İnanılmaz hızlı bir hayat yaşıyoruz. Teknolojinin gelişmesi ile birlikte tek bir kişi 1 günde onlarca telefon yapıp, yüzlerce mail okuyup, oradan oraya koşuşturup, toplantılar arası mekik dokuyup başarılı olup para kazanaya çalışıyor.
Başarı ne kadar çok iş yaptığınla, birkaç işi birlikte yürütebilmek kabiliyeti ile, hergün daha fazla iş yapabilmekle ölçülüyor. Yüksek gökdelenlerde gerek işverenin gerek müşterilerin hep acil hep önemli olan isteklerini karşılamakla geçen saatler, günler, haftalar ve yıllar…
Bu temponun içinde aile kurup onlarla “ilgilenmeye çalışıyoruz”. Bu arada hepimizin dünya üzerinde geçireceği vakit gittikçe azalıyor. Bir bakıyoruz çocuklar büyümüş, aile üyeleri dünyayı terk etmeye başlamış ve biz işe yetişelim derken ailemize yetişememişiz.
Yıllarca en çok satılan kitaplar listesinde en üstte kalmayı başarmış gerçek hikaye “Tuesdays with Morrie” tam da bu konuya parmak basıyor…
Türkçe çevirisi de çıkmış kitap tüm kitapçılarda ve online bulunabilir.

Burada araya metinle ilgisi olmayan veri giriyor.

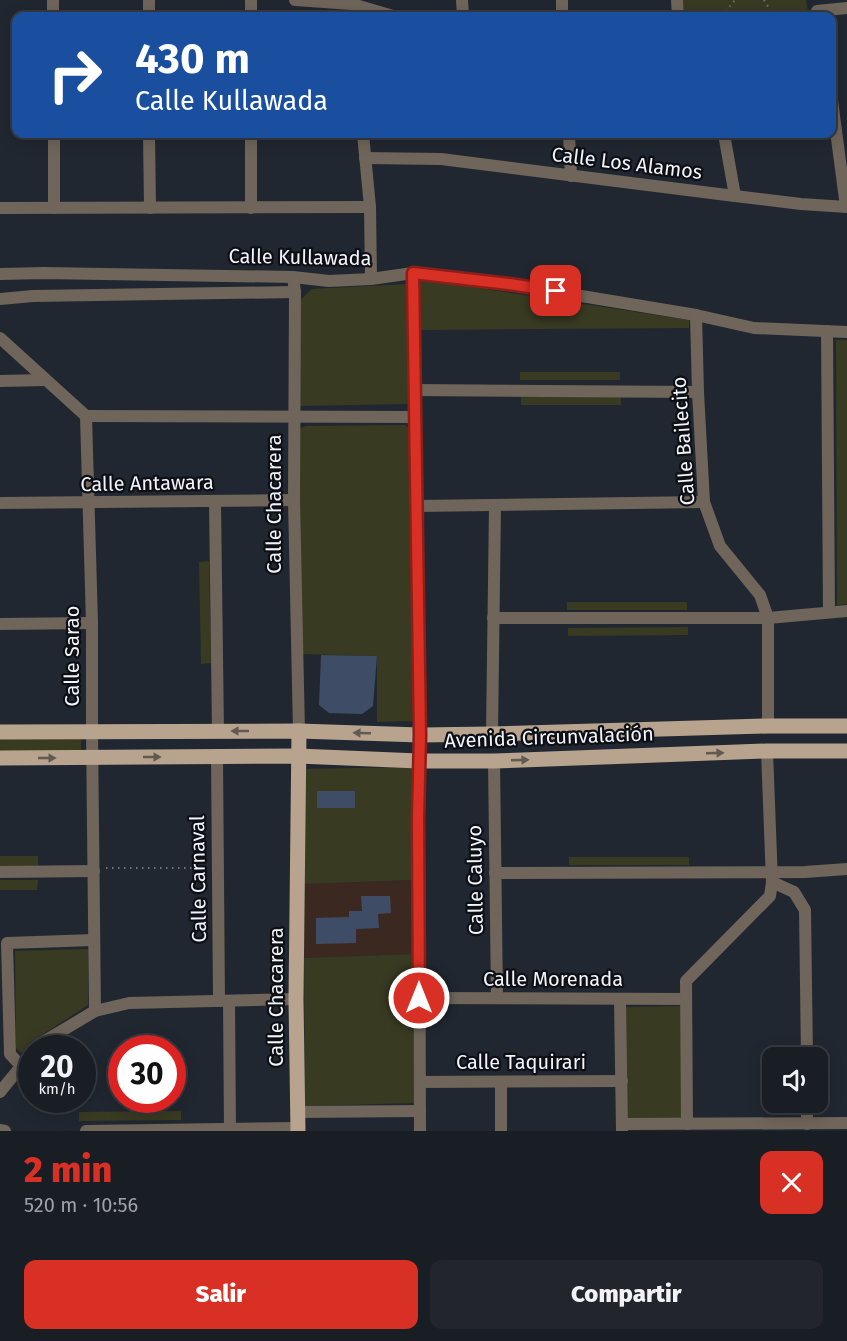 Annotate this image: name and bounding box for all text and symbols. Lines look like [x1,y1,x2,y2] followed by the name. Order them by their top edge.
[135,34,250,84] text: 430 m
[36,36,114,114] icon: right
[135,85,328,117] text: Calle Kullawada
[550,142,704,184] street label: Calle Los Alamos
[228,244,372,270] street label: Calle Kullawada
[530,265,581,316] pin
[539,274,572,307] icon: arrive
[667,376,699,506] street label: Calle Bailecito
[262,434,286,574] street label: Calle Chacarera
[80,470,214,496] street label: Calle Antawara
[60,606,84,706] street label: Calle Sarao
[444,721,654,753] street label: Avenida Circunvalación
[231,726,250,736] one-way arrow
[352,728,371,738] one-way arrow
[705,748,724,757] one-way arrow
[142,752,161,762] one-way arrow
[37,753,56,763] one-way arrow
[510,755,529,764] one-way arrow
[185,815,211,943] street label: Calle Carnaval
[462,825,488,935] street label: Calle Caluyo
[264,927,288,1067] street label: Calle Chacarera
[387,966,451,1030] position arrow
[483,967,623,991] street label: Calle Morenada
[108,1035,186,1113] speed limit sign: 30
[762,1047,828,1113] map controls
[762,1047,828,1113] button: sound
[40,1049,74,1085] text: 20
[456,1050,586,1074] street label: Calle Taquirari
[38,1080,76,1098] text: km/h
[24,1148,112,1192] text: 2 min
[760,1151,823,1214] button: close
[24,1193,138,1217] text: 520 m · 10:56
[24,1260,418,1329] button: Salir
[430,1260,823,1329] button: Compartir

ALS hastası olan Morrie Schwartz ve eski öğrencisi TV sunucusu Mitch Albom’un biraraya gelmesi ve hastalık sürecinde Mitch Albom’un değerlerini baştan ele alması ve hayatındaki önemli kişileri fark etmesi üzerine harika bir başucu kitabı.
Elbette böyle güzel mesajlarla dolu bir kitap film yapılmadan kalamazdı…
Filmi seyretmek için: Tuesdays with Morrie
Morrie Schwartz’ın henüz kötüleşmediği günlerde yapılan TV röportajında çok güzel mesajları oldu:
Ted Koppel: Sizin durumunuzda olmayan ancak farklı bir şekilde hayata veda etmek için hazırlanan insanlara ne gibi mesajlarınız var?
- İçinde bulunduğunuz durum hakkında konuşun. Sessizliğe bürünüp bir köşeye çekilmeyin. Yoksa kendinize güveninizi mahvedersiniz.
- Kabul edin! Bu sizsiniz. Siz engelli bir kişisiniz. Aklınız ve kalbiniz olduğu sürece bundan utanç duymayın.
- Yüreğinizi olabildiğince açın.
- Gerçekten ilginizi çeken şeylerle ilgilenin, yer alın.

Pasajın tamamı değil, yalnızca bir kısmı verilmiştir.